**What is required:** Return all of the following entries as written, but without the images.

Stored items from a collection
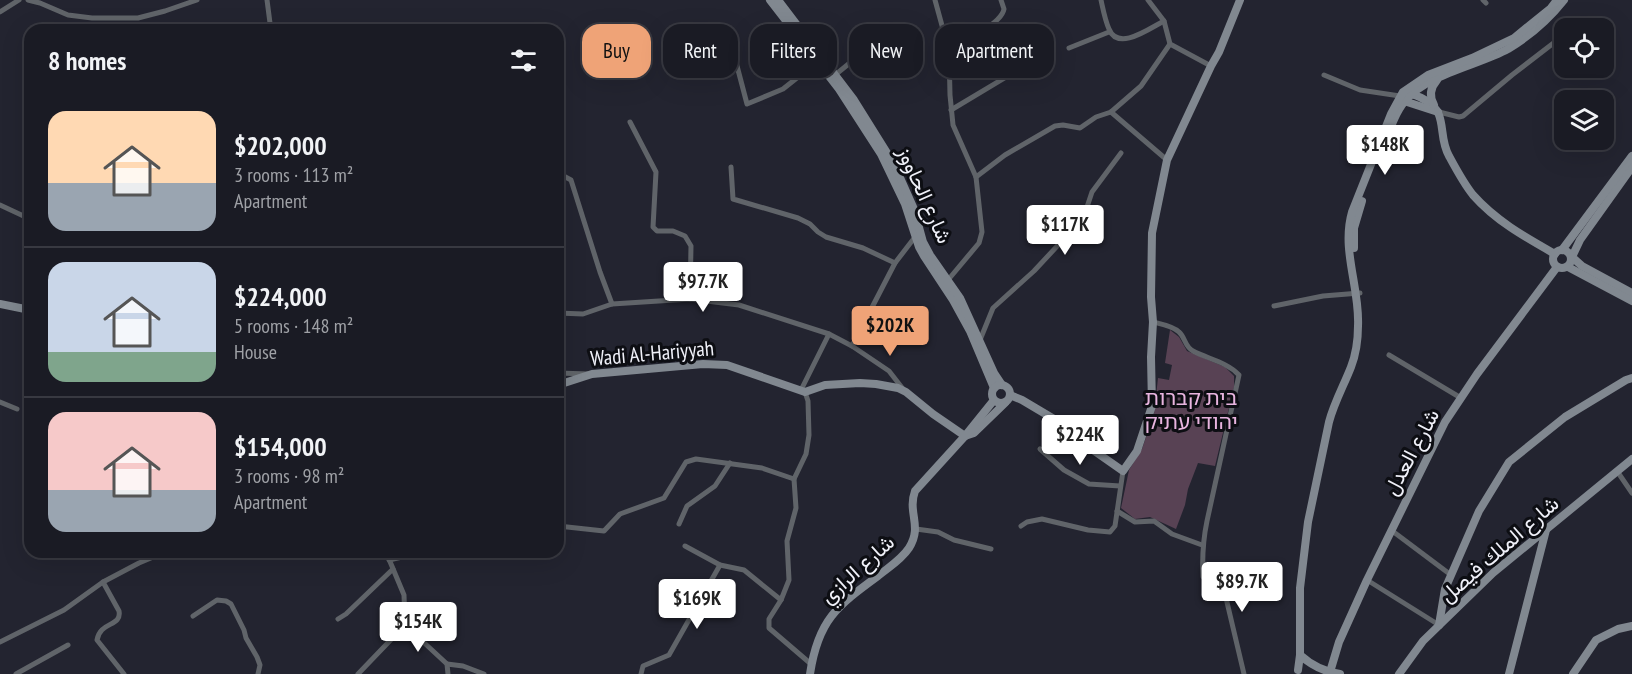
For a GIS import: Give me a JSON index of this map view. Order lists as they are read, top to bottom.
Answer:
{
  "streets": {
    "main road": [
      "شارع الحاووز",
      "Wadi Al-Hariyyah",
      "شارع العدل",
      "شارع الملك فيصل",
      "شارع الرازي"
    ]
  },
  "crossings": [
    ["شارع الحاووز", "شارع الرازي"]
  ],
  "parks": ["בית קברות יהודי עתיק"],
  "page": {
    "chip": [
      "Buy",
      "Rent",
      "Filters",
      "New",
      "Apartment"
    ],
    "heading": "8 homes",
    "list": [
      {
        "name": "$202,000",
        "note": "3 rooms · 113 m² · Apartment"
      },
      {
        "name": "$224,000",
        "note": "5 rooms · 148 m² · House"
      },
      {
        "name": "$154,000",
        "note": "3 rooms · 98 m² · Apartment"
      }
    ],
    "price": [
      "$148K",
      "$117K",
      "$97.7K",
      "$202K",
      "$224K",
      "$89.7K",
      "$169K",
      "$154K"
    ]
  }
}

**Answer to the exercise:**
For a GIS import: Give me a JSON index of this map view. Order lists as they are read, top to bottom.
Answer:
{
  "streets": {
    "main road": [
      "شارع الحاووز",
      "Wadi Al-Hariyyah",
      "شارع العدل",
      "شارع الملك فيصل",
      "شارع الرازي"
    ]
  },
  "crossings": [
    ["شارع الحاووز", "شارع الرازي"]
  ],
  "parks": ["בית קברות יהודי עתיק"],
  "page": {
    "chip": [
      "Buy",
      "Rent",
      "Filters",
      "New",
      "Apartment"
    ],
    "heading": "8 homes",
    "list": [
      {
        "name": "$202,000",
        "note": "3 rooms · 113 m² · Apartment"
      },
      {
        "name": "$224,000",
        "note": "5 rooms · 148 m² · House"
      },
      {
        "name": "$154,000",
        "note": "3 rooms · 98 m² · Apartment"
      }
    ],
    "price": [
      "$148K",
      "$117K",
      "$97.7K",
      "$202K",
      "$224K",
      "$89.7K",
      "$169K",
      "$154K"
    ]
  }
}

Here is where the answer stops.